Work to complete:
Here are the records. Write out exactly the lines between the one holding "context.font = font" and the one holding "[1517,0,1784,0,1720,92,1666,88,1634,77,1612,66]", inclusive.

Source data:
<<<<

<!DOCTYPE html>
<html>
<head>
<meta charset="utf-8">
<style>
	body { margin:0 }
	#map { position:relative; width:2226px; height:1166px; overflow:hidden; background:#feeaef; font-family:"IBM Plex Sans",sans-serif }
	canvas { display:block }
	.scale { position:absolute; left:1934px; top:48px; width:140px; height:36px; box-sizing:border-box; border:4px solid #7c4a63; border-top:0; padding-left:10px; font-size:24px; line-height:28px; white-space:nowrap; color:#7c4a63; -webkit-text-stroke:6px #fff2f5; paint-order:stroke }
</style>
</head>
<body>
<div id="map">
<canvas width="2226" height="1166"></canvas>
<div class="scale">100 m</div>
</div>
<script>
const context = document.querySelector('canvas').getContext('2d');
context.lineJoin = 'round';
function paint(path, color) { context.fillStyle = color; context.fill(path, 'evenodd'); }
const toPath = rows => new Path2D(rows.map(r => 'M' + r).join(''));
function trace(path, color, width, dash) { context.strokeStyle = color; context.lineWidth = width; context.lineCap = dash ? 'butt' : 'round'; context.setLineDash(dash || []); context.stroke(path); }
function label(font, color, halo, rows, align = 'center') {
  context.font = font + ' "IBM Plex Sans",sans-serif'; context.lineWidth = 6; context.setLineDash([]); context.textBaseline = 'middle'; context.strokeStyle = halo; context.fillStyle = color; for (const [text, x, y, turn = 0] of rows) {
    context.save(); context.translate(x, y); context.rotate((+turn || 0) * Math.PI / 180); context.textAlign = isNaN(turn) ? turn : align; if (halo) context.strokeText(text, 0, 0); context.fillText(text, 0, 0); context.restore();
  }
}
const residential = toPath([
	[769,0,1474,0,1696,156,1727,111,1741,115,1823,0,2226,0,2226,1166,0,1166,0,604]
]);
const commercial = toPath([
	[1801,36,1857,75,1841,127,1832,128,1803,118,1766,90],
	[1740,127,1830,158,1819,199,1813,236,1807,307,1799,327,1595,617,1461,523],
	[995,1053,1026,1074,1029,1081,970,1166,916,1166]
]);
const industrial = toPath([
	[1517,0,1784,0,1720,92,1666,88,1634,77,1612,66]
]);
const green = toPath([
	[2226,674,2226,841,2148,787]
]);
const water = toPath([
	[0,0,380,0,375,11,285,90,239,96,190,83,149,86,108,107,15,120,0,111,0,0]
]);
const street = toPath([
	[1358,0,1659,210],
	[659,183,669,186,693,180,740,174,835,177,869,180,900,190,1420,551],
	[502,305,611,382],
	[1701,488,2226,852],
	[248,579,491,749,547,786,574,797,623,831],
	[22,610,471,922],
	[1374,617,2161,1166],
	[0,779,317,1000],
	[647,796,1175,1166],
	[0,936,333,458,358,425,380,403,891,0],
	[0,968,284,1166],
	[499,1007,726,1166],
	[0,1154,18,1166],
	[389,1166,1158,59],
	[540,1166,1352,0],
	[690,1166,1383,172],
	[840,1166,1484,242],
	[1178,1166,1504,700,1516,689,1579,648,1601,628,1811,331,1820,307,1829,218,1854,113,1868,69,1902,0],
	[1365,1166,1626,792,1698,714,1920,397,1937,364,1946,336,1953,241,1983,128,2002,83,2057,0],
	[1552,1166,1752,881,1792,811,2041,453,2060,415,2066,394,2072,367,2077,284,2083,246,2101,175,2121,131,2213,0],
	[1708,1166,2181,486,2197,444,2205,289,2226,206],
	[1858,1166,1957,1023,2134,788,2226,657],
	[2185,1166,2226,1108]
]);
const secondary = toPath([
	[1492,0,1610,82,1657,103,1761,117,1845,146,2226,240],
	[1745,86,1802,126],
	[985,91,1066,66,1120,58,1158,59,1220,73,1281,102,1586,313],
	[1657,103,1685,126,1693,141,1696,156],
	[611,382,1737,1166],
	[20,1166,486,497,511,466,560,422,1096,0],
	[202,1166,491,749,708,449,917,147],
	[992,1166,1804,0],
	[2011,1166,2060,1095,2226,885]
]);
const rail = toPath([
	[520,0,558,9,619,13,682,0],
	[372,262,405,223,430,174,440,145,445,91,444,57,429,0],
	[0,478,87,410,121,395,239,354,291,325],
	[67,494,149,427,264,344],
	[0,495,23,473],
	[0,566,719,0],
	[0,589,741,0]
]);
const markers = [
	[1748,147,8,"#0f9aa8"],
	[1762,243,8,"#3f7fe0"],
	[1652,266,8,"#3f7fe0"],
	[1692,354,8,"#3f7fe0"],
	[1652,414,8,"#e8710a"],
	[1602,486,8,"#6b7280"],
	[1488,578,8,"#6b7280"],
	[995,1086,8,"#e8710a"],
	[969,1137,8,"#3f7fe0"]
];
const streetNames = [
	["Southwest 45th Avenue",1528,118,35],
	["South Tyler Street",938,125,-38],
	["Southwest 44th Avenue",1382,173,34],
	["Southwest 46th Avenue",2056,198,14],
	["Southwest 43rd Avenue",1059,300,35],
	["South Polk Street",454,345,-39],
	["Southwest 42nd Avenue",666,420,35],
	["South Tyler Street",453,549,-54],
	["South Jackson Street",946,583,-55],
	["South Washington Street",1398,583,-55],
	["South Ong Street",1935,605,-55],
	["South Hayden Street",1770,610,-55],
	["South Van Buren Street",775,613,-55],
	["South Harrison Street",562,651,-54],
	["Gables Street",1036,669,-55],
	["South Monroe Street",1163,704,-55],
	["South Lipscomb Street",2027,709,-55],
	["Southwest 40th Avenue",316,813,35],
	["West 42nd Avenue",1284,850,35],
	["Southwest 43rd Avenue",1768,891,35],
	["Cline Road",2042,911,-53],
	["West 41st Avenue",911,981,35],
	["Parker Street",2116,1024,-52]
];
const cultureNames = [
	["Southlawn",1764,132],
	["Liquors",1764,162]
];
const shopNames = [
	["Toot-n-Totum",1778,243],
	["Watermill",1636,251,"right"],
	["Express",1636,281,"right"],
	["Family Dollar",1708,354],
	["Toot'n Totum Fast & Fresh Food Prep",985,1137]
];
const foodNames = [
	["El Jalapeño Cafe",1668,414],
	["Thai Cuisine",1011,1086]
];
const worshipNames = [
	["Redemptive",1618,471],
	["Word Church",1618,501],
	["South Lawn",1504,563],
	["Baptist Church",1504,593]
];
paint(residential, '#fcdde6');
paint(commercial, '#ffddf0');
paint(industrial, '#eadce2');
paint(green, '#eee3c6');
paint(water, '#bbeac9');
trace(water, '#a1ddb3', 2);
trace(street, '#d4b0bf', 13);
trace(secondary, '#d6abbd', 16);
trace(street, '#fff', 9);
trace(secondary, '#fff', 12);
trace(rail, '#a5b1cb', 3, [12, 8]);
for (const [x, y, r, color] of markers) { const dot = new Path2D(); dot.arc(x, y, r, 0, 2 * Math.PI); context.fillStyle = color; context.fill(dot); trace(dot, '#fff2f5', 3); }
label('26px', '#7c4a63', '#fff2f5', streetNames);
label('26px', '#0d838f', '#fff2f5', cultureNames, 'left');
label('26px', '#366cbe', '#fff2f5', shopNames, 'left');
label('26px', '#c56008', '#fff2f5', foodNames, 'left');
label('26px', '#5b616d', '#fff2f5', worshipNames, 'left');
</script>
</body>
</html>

>>>>

Answer space:
  context.font = font + ' "IBM Plex Sans",sans-serif'; context.lineWidth = 6; context.setLineDash([]); context.textBaseline = 'middle'; context.strokeStyle = halo; context.fillStyle = color; for (const [text, x, y, turn = 0] of rows) {
    context.save(); context.translate(x, y); context.rotate((+turn || 0) * Math.PI / 180); context.textAlign = isNaN(turn) ? turn : align; if (halo) context.strokeText(text, 0, 0); context.fillText(text, 0, 0); context.restore();
  }
}
const residential = toPath([
	[769,0,1474,0,1696,156,1727,111,1741,115,1823,0,2226,0,2226,1166,0,1166,0,604]
]);
const commercial = toPath([
	[1801,36,1857,75,1841,127,1832,128,1803,118,1766,90],
	[1740,127,1830,158,1819,199,1813,236,1807,307,1799,327,1595,617,1461,523],
	[995,1053,1026,1074,1029,1081,970,1166,916,1166]
]);
const industrial = toPath([
	[1517,0,1784,0,1720,92,1666,88,1634,77,1612,66]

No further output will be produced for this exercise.